# [Data shown]

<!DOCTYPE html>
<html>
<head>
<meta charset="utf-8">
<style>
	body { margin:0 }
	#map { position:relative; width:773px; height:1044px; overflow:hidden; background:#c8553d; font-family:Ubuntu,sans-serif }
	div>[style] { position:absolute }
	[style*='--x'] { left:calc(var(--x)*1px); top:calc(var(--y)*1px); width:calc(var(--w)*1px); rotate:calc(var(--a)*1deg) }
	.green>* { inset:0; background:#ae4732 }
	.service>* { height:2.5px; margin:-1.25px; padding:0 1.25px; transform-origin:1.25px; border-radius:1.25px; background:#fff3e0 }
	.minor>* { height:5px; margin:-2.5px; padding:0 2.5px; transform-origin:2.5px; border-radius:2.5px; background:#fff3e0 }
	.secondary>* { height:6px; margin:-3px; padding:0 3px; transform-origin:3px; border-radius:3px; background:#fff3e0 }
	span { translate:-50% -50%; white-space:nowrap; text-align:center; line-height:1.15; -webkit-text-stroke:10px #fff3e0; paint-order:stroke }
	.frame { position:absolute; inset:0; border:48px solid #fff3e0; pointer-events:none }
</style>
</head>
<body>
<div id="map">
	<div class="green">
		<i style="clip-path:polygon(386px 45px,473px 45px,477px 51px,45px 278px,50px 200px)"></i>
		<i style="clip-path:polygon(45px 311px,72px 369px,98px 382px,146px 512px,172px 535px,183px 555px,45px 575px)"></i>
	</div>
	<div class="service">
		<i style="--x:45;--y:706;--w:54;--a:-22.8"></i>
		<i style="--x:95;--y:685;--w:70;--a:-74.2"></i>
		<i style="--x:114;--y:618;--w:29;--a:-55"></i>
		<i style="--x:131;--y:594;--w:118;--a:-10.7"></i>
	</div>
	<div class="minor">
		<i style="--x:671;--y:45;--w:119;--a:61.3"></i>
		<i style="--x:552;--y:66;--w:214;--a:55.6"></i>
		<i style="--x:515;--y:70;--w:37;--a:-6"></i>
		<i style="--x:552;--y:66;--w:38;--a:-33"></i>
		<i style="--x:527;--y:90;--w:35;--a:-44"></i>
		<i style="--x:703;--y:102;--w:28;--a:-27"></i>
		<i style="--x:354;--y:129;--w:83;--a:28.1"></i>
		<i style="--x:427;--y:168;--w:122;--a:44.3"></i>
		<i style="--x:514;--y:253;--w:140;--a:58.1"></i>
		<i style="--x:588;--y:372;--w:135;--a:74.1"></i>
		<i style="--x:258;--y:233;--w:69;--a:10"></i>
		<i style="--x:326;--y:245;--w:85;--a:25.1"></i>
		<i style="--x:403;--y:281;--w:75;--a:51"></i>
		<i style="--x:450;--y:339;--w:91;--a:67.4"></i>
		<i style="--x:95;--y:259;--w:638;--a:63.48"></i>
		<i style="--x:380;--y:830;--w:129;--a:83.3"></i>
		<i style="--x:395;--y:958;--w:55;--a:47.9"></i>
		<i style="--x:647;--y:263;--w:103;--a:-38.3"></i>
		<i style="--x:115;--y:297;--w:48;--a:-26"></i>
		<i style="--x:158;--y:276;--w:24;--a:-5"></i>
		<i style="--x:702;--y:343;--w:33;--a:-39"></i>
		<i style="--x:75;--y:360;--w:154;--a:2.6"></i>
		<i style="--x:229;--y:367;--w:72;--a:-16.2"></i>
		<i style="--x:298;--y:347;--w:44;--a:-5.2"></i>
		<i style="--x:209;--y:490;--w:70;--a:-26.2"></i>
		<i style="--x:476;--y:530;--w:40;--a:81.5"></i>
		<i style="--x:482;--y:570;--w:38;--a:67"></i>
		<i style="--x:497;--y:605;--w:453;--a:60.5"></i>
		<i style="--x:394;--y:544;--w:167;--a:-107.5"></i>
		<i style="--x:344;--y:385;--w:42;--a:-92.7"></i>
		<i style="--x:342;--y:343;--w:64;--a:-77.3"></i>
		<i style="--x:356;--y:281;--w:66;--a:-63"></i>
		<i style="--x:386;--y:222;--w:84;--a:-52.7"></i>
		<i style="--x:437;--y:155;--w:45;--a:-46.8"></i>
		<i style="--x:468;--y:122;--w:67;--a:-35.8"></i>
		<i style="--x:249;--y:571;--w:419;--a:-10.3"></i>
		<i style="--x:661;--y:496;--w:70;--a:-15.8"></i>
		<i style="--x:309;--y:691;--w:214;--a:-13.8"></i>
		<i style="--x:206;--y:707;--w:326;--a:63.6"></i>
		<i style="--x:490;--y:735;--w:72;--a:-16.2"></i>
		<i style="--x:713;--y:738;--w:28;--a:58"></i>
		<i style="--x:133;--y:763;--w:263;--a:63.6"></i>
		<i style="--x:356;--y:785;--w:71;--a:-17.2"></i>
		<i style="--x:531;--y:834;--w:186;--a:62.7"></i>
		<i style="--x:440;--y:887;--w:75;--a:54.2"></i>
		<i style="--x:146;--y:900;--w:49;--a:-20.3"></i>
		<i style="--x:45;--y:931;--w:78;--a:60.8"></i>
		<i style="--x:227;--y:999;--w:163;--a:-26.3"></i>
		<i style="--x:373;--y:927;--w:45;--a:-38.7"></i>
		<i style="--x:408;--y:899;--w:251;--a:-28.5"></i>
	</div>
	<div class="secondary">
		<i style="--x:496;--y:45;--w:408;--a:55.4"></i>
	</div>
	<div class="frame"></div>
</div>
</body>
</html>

--

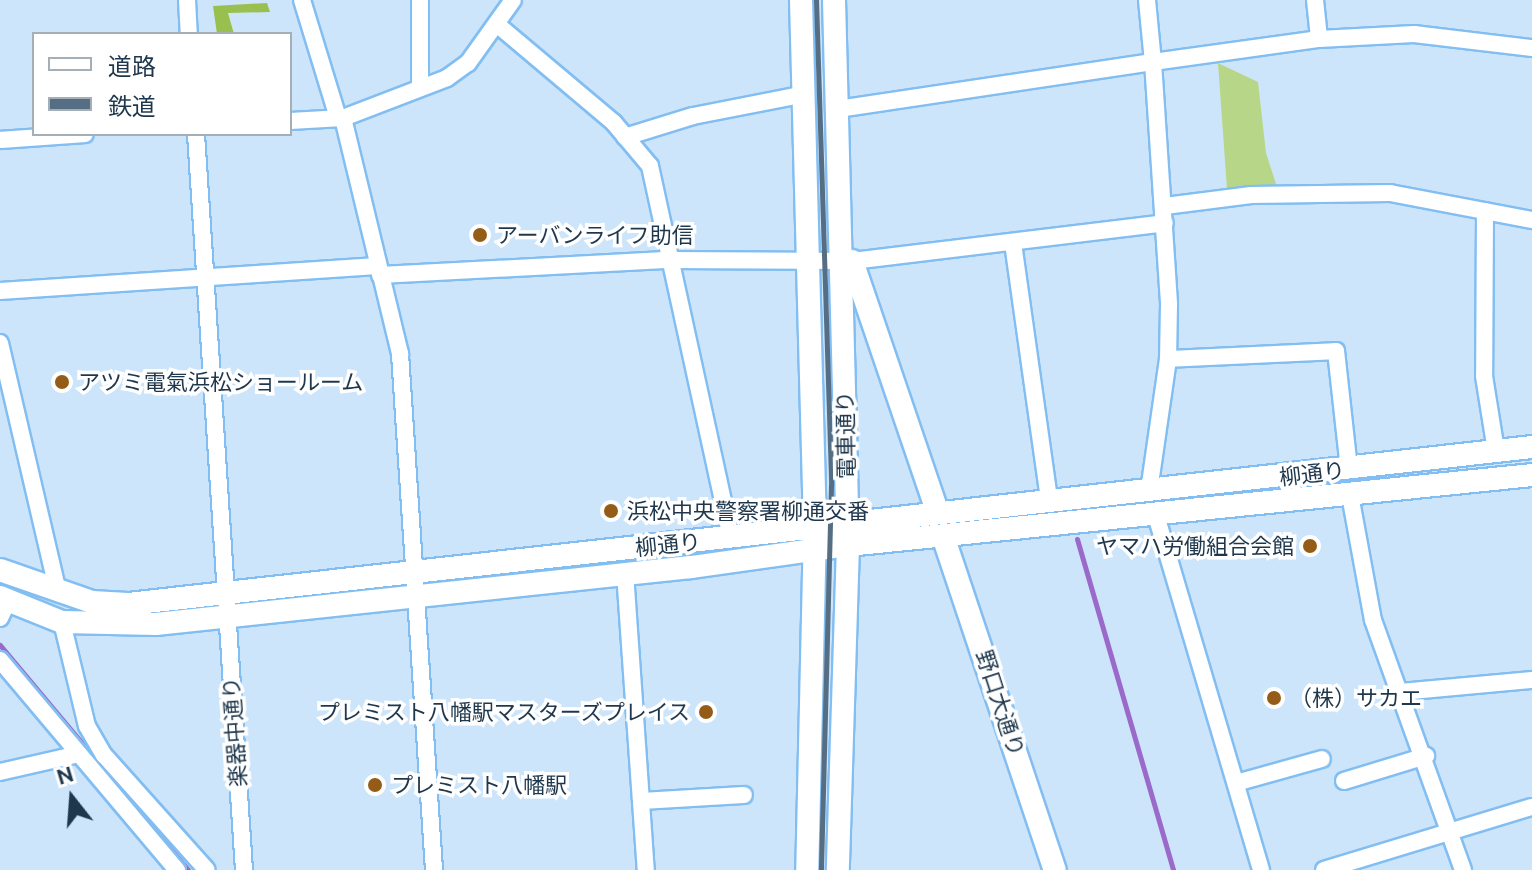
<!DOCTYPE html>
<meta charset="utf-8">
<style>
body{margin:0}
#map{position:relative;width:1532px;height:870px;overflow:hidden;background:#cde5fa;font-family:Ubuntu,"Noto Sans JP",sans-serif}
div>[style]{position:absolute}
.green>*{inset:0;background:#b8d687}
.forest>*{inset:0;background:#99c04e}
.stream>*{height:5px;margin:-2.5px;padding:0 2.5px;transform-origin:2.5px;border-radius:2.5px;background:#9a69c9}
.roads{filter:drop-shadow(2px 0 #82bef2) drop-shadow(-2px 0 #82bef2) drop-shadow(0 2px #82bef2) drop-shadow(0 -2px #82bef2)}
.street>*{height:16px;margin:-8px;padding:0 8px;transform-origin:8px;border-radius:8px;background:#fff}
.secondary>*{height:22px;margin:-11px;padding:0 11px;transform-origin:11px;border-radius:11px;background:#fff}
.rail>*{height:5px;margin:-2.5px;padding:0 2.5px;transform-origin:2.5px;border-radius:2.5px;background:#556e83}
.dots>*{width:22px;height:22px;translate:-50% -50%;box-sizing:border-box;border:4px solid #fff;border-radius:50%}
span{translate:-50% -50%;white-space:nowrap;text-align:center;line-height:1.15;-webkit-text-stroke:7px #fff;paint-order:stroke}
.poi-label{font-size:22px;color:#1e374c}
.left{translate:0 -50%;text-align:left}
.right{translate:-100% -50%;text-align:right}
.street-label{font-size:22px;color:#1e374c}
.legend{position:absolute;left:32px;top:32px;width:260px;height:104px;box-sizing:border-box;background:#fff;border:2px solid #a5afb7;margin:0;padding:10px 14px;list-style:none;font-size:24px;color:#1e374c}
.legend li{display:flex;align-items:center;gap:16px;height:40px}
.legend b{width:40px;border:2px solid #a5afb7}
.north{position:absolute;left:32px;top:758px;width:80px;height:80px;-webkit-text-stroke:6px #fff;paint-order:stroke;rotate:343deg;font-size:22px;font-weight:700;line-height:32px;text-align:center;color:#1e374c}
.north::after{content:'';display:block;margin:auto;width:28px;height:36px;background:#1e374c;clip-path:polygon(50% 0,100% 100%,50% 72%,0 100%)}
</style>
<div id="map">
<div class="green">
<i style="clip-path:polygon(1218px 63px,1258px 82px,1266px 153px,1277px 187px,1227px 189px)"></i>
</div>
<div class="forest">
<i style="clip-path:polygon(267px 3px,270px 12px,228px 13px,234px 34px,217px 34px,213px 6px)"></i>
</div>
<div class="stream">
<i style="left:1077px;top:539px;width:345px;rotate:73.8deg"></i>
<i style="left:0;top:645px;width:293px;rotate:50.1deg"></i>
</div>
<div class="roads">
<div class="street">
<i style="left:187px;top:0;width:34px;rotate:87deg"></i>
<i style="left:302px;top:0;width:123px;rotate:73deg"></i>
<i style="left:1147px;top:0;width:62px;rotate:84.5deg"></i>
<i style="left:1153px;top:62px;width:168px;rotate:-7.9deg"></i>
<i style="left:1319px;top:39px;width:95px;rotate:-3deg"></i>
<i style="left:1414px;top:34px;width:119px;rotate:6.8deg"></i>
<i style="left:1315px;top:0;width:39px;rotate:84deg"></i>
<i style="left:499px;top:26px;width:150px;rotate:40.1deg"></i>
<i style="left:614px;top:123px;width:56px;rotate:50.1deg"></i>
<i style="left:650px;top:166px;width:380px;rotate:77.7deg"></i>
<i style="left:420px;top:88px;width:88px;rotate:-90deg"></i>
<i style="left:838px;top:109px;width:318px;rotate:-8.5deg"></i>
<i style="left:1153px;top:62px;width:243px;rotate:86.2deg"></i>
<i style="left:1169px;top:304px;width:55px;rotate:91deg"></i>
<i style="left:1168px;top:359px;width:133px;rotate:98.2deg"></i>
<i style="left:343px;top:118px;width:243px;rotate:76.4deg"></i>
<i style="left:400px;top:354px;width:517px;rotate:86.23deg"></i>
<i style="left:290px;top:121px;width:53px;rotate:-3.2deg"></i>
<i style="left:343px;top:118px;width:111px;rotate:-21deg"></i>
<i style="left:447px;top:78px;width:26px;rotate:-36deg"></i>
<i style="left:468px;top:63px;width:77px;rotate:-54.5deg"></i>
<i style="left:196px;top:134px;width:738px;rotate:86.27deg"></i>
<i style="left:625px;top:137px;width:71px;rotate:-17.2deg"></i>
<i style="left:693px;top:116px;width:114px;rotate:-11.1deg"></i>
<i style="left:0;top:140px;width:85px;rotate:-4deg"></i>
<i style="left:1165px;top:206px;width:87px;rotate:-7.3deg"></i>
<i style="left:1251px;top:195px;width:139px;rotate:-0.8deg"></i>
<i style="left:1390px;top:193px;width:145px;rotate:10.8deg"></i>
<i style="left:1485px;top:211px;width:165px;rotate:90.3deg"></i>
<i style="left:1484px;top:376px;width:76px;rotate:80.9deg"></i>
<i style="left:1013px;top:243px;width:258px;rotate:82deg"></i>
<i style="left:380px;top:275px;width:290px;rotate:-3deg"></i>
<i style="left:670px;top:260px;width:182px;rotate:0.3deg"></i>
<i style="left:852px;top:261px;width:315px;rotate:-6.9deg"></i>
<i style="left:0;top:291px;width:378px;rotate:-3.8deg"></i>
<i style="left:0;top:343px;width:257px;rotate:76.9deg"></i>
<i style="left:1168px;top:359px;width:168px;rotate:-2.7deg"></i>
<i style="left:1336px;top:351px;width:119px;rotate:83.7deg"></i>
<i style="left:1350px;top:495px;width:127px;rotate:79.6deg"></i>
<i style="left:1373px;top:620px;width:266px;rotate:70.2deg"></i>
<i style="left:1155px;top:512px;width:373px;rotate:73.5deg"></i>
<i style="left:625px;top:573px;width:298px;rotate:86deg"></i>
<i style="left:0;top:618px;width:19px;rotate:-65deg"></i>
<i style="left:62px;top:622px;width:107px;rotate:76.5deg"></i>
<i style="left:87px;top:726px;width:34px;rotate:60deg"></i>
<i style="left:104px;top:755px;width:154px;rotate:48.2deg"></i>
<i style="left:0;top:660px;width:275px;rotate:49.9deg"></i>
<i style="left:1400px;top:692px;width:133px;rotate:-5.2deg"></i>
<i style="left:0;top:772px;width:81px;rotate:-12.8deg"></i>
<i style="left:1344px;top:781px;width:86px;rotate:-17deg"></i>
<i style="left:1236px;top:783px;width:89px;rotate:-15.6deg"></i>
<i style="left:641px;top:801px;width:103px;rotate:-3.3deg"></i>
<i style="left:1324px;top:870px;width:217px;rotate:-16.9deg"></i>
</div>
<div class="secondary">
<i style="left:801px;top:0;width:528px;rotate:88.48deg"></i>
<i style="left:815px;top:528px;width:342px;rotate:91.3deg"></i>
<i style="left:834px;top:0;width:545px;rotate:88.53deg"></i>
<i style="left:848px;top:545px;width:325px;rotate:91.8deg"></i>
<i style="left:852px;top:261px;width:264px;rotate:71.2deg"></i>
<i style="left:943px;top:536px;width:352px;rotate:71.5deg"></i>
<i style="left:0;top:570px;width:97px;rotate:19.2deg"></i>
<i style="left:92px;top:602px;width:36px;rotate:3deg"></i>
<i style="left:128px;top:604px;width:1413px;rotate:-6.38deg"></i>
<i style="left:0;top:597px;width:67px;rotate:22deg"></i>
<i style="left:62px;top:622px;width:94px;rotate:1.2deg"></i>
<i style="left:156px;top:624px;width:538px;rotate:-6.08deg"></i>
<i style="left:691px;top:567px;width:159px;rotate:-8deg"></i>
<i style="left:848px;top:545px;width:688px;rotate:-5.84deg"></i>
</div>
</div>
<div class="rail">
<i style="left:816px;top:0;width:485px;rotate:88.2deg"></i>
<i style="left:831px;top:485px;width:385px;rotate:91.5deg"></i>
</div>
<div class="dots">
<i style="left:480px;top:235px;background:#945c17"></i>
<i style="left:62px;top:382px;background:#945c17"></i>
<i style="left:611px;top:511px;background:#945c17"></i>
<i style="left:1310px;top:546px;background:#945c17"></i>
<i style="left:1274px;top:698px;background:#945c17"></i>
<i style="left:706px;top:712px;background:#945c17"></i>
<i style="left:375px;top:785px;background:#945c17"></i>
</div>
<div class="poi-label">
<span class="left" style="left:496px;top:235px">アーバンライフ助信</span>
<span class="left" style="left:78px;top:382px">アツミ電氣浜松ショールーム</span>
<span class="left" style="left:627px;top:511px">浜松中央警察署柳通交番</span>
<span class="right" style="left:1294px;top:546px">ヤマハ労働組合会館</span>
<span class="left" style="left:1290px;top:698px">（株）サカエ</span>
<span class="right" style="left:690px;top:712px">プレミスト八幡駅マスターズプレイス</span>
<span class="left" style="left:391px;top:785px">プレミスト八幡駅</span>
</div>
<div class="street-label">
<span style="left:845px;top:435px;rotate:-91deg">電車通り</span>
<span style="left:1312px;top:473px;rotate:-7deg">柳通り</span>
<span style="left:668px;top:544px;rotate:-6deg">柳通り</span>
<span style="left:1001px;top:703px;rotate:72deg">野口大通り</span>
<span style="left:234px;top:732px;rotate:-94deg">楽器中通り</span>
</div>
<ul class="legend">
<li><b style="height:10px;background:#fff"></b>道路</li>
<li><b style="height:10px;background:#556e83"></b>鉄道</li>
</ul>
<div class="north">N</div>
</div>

...

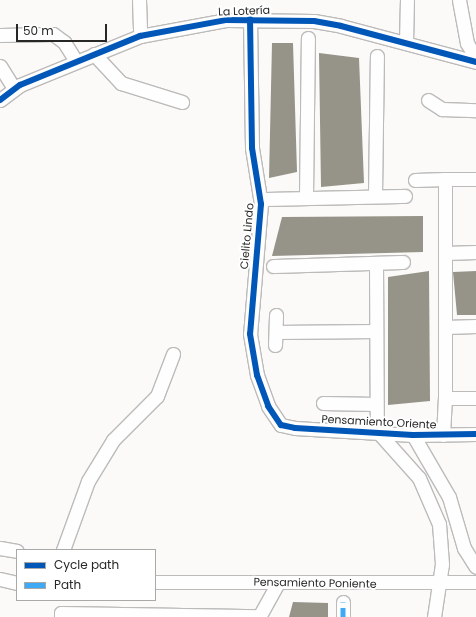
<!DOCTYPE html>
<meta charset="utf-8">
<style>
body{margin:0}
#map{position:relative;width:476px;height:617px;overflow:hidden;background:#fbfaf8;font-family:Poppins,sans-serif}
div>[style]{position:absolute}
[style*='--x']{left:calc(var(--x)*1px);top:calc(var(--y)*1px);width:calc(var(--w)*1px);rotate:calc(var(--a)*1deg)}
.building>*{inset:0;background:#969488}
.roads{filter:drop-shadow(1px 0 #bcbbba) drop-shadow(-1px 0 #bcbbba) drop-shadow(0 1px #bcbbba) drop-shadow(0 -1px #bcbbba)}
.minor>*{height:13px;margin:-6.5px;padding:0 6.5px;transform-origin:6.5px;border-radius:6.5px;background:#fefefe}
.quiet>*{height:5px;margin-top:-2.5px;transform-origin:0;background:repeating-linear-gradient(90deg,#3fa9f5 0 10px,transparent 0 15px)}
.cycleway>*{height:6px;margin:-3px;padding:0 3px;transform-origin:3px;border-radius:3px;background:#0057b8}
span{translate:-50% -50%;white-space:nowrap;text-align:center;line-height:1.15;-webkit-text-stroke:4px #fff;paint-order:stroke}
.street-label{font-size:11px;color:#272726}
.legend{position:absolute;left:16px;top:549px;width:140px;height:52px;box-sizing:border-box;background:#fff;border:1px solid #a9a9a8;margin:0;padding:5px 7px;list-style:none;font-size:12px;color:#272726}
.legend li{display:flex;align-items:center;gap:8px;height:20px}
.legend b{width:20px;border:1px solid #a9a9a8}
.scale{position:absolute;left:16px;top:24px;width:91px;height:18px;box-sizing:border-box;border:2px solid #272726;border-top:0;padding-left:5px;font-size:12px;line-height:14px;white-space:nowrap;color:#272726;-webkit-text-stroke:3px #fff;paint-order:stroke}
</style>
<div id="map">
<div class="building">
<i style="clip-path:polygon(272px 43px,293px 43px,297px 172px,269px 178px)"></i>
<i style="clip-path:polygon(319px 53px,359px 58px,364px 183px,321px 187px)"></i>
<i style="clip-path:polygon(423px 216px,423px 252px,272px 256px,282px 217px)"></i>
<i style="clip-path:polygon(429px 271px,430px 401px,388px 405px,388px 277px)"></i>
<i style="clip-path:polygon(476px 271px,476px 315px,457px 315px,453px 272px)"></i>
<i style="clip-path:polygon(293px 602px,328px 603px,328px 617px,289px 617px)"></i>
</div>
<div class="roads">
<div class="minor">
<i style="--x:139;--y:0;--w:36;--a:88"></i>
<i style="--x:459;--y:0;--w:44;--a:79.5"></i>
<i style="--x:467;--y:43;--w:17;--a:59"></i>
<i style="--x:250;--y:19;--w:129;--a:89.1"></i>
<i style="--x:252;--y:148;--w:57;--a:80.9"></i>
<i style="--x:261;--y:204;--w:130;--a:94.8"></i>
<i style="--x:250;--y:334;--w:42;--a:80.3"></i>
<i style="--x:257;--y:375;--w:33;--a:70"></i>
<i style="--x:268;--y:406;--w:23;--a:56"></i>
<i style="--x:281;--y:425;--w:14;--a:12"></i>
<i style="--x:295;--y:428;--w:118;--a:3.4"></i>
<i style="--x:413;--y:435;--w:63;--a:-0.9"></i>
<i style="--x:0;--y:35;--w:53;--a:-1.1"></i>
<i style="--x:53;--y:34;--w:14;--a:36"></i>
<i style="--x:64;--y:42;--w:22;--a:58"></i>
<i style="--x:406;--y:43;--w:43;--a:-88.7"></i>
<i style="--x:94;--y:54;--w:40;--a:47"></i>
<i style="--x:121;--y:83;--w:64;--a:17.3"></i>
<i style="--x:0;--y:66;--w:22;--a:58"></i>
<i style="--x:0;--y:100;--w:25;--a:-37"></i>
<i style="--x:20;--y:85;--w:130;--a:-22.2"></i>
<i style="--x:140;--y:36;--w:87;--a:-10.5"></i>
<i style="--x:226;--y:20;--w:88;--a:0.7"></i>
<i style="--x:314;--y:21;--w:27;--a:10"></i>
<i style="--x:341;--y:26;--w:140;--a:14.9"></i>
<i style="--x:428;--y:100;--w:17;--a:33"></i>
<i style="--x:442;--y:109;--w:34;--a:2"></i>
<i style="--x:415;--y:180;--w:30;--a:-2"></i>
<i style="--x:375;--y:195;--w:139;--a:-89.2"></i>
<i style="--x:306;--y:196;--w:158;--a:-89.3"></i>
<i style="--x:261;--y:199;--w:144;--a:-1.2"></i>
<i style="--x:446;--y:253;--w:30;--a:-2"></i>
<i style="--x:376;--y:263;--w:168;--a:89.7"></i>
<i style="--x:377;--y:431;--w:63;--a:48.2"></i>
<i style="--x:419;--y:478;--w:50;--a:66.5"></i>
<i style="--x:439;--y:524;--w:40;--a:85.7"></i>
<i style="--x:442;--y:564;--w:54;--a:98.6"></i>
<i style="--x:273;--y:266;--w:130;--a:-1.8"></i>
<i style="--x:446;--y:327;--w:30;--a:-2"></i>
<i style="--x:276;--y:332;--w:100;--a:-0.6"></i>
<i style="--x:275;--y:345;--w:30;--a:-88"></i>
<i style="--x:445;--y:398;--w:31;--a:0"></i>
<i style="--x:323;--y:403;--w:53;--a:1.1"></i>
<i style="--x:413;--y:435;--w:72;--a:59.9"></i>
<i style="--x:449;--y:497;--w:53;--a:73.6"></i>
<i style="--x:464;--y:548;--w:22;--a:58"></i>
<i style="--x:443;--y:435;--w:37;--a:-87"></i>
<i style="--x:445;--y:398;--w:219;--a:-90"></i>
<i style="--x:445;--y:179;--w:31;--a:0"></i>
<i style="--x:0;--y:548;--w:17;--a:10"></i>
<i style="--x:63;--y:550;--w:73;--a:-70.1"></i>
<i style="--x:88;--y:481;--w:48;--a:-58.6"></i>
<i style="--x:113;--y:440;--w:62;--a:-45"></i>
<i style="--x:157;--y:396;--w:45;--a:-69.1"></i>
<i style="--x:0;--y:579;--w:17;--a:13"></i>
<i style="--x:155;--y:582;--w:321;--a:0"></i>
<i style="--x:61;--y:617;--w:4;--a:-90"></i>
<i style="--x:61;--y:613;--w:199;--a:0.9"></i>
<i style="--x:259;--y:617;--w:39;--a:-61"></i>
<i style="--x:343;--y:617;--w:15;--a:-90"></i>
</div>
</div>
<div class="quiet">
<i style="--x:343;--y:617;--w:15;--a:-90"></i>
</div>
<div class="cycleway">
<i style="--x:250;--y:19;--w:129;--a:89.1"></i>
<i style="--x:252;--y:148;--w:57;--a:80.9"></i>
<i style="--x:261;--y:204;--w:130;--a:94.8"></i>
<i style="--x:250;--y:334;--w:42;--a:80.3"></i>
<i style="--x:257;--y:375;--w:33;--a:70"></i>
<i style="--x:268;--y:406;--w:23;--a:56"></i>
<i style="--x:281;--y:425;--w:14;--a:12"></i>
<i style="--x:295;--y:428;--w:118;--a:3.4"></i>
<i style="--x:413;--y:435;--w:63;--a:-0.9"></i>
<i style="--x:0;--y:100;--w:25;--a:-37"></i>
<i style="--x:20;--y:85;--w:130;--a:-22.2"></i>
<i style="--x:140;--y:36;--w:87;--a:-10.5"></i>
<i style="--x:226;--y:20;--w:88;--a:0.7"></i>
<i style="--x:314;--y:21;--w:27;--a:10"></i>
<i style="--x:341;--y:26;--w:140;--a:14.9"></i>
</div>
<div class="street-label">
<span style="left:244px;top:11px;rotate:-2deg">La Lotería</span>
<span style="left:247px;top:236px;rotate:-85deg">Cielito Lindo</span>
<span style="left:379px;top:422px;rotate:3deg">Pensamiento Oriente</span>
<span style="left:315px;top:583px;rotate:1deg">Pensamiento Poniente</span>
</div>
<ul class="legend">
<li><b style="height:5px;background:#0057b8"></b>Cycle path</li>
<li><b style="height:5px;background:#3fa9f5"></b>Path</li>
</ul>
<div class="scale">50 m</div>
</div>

# [Brief]
From the data, list each line in which the string "stream" appears.

# [Answer to this task]
.stream>*{height:5px;margin:-2.5px;padding:0 2.5px;transform-origin:2.5px;border-radius:2.5px;background:#9a69c9}
<div class="stream">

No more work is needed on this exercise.